:: Extracted records ::

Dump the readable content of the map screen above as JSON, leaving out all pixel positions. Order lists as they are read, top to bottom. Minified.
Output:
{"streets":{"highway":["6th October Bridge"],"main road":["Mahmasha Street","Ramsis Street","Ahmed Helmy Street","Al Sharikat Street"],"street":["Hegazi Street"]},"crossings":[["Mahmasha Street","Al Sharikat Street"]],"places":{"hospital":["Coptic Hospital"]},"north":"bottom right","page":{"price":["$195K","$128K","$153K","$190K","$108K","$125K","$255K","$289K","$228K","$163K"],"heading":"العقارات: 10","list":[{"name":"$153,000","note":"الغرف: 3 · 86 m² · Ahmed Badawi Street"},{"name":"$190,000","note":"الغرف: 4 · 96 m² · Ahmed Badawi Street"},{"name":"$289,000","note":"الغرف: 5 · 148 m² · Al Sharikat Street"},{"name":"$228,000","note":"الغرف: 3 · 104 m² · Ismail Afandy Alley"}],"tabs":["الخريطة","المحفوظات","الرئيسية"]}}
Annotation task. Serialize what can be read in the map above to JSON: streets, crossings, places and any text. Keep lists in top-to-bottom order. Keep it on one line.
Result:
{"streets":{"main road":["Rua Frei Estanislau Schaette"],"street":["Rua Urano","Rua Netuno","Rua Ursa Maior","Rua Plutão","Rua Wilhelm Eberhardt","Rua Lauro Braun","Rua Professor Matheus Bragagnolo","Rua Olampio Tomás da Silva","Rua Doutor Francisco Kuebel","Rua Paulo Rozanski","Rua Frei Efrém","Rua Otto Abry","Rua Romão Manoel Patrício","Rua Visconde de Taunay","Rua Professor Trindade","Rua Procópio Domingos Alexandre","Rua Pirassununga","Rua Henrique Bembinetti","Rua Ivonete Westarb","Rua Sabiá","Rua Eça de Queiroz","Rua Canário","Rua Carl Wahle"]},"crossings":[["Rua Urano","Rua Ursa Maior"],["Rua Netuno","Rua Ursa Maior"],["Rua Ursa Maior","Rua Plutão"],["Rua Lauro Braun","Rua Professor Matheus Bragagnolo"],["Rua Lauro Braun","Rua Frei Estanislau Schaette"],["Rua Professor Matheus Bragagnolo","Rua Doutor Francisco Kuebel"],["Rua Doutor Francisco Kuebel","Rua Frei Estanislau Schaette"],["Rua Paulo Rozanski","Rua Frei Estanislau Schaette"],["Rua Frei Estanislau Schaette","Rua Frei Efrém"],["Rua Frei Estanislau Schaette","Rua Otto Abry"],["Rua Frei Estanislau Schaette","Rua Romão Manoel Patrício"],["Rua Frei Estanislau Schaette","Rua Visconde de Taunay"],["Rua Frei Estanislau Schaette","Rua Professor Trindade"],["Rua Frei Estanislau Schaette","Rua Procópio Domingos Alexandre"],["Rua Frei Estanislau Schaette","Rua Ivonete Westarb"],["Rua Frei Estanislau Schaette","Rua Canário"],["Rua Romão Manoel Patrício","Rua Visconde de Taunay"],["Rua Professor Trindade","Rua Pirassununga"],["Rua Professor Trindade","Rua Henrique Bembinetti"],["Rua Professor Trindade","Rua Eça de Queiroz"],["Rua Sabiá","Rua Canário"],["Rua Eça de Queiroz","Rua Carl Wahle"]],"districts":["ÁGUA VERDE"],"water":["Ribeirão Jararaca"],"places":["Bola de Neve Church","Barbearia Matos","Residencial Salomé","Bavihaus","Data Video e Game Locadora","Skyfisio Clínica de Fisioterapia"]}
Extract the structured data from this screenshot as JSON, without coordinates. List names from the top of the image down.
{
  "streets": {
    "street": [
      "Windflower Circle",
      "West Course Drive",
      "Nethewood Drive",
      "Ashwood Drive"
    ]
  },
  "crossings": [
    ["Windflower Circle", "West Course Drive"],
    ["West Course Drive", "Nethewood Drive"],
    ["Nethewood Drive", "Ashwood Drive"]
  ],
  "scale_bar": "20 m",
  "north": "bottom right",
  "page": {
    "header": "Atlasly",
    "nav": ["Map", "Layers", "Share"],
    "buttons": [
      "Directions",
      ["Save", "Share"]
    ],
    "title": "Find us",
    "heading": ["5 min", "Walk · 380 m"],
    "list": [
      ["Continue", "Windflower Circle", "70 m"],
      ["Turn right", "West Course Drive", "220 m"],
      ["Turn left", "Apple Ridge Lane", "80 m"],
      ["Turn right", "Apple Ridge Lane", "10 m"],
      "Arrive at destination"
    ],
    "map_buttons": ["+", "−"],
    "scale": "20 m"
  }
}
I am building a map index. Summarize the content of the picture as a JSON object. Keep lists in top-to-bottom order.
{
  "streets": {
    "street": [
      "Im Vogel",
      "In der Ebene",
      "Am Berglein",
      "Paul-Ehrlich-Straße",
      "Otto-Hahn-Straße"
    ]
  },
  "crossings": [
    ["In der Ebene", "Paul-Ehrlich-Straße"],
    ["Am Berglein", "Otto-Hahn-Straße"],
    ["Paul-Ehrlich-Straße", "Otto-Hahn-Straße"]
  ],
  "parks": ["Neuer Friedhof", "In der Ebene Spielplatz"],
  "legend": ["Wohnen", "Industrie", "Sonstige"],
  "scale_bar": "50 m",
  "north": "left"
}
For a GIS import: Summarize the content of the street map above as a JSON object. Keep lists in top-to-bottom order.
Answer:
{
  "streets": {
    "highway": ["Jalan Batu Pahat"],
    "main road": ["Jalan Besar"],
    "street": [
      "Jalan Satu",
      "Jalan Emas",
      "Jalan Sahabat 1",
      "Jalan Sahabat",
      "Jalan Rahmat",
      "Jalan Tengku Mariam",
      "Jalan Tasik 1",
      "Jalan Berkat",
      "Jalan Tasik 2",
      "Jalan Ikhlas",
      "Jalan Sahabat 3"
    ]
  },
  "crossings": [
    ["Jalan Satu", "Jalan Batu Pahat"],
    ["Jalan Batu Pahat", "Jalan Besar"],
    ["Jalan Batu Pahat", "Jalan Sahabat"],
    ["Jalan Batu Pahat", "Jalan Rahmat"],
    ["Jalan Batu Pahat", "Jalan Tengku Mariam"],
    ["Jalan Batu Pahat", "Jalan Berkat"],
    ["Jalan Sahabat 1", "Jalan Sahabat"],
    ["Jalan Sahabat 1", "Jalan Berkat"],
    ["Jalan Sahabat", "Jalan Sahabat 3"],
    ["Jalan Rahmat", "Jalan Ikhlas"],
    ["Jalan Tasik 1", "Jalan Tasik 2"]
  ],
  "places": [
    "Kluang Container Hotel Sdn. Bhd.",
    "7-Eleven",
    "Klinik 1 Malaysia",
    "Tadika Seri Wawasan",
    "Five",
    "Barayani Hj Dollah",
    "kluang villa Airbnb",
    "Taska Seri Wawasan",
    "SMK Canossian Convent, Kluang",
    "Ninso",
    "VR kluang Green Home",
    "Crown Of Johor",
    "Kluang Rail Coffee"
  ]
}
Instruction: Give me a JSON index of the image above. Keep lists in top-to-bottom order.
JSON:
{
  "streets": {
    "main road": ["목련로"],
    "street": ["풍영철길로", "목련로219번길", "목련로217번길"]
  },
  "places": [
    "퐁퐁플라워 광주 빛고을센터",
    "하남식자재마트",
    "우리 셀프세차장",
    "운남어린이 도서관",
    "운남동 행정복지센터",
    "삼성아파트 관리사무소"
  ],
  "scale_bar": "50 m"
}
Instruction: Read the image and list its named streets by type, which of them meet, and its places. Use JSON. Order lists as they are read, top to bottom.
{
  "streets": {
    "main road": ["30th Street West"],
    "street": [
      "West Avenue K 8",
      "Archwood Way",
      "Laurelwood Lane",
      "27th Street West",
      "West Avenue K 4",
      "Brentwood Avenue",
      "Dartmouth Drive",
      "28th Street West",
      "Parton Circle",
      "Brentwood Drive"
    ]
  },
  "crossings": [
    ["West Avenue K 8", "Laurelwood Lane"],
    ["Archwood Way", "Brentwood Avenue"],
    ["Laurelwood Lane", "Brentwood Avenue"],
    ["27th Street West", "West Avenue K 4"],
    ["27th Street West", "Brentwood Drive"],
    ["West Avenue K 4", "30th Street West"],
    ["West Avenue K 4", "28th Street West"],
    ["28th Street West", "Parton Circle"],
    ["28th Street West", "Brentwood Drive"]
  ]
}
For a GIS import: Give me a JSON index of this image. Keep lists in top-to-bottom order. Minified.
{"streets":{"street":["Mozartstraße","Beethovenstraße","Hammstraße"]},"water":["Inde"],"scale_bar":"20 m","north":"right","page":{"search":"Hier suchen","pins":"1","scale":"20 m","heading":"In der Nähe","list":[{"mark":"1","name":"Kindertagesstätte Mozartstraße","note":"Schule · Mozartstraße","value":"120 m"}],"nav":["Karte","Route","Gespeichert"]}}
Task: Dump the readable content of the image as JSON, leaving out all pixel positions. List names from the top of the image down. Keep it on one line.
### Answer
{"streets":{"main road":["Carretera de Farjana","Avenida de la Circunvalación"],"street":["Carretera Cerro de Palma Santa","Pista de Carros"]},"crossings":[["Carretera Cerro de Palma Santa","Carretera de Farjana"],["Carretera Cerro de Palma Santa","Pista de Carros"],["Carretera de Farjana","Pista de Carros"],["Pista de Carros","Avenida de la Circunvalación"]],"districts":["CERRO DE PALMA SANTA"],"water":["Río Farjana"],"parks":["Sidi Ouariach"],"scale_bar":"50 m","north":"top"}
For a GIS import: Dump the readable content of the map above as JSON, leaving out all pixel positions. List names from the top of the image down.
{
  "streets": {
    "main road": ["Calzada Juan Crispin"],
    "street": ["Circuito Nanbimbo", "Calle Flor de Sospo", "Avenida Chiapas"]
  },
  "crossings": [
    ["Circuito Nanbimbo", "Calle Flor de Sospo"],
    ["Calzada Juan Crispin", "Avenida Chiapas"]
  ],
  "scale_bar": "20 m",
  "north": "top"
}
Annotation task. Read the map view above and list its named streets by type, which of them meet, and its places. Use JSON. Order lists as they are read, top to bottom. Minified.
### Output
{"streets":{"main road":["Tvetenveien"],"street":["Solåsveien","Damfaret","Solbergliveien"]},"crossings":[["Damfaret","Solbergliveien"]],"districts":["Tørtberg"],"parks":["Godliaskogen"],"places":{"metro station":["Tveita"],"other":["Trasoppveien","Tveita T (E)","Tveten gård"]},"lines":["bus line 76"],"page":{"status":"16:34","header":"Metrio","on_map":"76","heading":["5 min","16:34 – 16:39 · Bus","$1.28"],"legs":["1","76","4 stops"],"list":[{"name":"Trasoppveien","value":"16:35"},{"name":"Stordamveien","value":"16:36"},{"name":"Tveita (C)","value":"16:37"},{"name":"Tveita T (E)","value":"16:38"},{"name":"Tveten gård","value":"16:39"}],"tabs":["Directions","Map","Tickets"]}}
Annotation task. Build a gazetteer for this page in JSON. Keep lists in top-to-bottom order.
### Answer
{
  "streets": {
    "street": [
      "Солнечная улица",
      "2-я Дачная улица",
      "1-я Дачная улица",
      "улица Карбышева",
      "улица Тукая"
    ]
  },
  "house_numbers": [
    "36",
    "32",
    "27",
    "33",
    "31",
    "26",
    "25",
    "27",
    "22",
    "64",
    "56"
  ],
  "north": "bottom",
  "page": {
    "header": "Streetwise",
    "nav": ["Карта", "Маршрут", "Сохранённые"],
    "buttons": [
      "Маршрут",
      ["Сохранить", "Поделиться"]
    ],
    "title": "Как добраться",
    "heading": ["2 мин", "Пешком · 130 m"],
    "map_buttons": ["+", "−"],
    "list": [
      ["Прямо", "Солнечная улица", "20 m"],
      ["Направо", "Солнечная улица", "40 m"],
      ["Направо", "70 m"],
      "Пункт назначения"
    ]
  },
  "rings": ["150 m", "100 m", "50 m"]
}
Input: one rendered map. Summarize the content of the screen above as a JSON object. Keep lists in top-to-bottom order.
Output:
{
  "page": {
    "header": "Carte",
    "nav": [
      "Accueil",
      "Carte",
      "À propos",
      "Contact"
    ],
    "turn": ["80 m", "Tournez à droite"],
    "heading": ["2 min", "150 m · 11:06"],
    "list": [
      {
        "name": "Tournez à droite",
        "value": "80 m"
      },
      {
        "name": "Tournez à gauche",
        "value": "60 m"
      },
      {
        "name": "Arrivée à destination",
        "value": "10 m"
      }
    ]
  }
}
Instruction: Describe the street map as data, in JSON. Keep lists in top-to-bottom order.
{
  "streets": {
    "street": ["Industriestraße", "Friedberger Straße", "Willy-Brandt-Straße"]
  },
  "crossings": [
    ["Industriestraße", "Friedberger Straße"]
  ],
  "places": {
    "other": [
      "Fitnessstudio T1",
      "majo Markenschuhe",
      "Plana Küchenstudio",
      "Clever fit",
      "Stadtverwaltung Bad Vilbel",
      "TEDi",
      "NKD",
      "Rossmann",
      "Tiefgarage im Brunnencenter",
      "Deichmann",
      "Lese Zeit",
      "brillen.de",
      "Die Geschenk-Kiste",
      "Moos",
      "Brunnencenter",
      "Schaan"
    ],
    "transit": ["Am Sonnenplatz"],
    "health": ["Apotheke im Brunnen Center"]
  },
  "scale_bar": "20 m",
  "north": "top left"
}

:::

Work instructions → Only the lines from the beginning of the data above through the line containing "Annotation task. Serialize" should be repeated, exactly as they appear.

Result below →
Dump the readable content of the map screen above as JSON, leaving out all pixel positions. Order lists as they are read, top to bottom. Minified.
Output:
{"streets":{"highway":["6th October Bridge"],"main road":["Mahmasha Street","Ramsis Street","Ahmed Helmy Street","Al Sharikat Street"],"street":["Hegazi Street"]},"crossings":[["Mahmasha Street","Al Sharikat Street"]],"places":{"hospital":["Coptic Hospital"]},"north":"bottom right","page":{"price":["$195K","$128K","$153K","$190K","$108K","$125K","$255K","$289K","$228K","$163K"],"heading":"العقارات: 10","list":[{"name":"$153,000","note":"الغرف: 3 · 86 m² · Ahmed Badawi Street"},{"name":"$190,000","note":"الغرف: 4 · 96 m² · Ahmed Badawi Street"},{"name":"$289,000","note":"الغرف: 5 · 148 m² · Al Sharikat Street"},{"name":"$228,000","note":"الغرف: 3 · 104 m² · Ismail Afandy Alley"}],"tabs":["الخريطة","المحفوظات","الرئيسية"]}}
Annotation task. Serialize what can be read in the map above to JSON: streets, crossings, places and any text. Keep lists in top-to-bottom order. Keep it on one line.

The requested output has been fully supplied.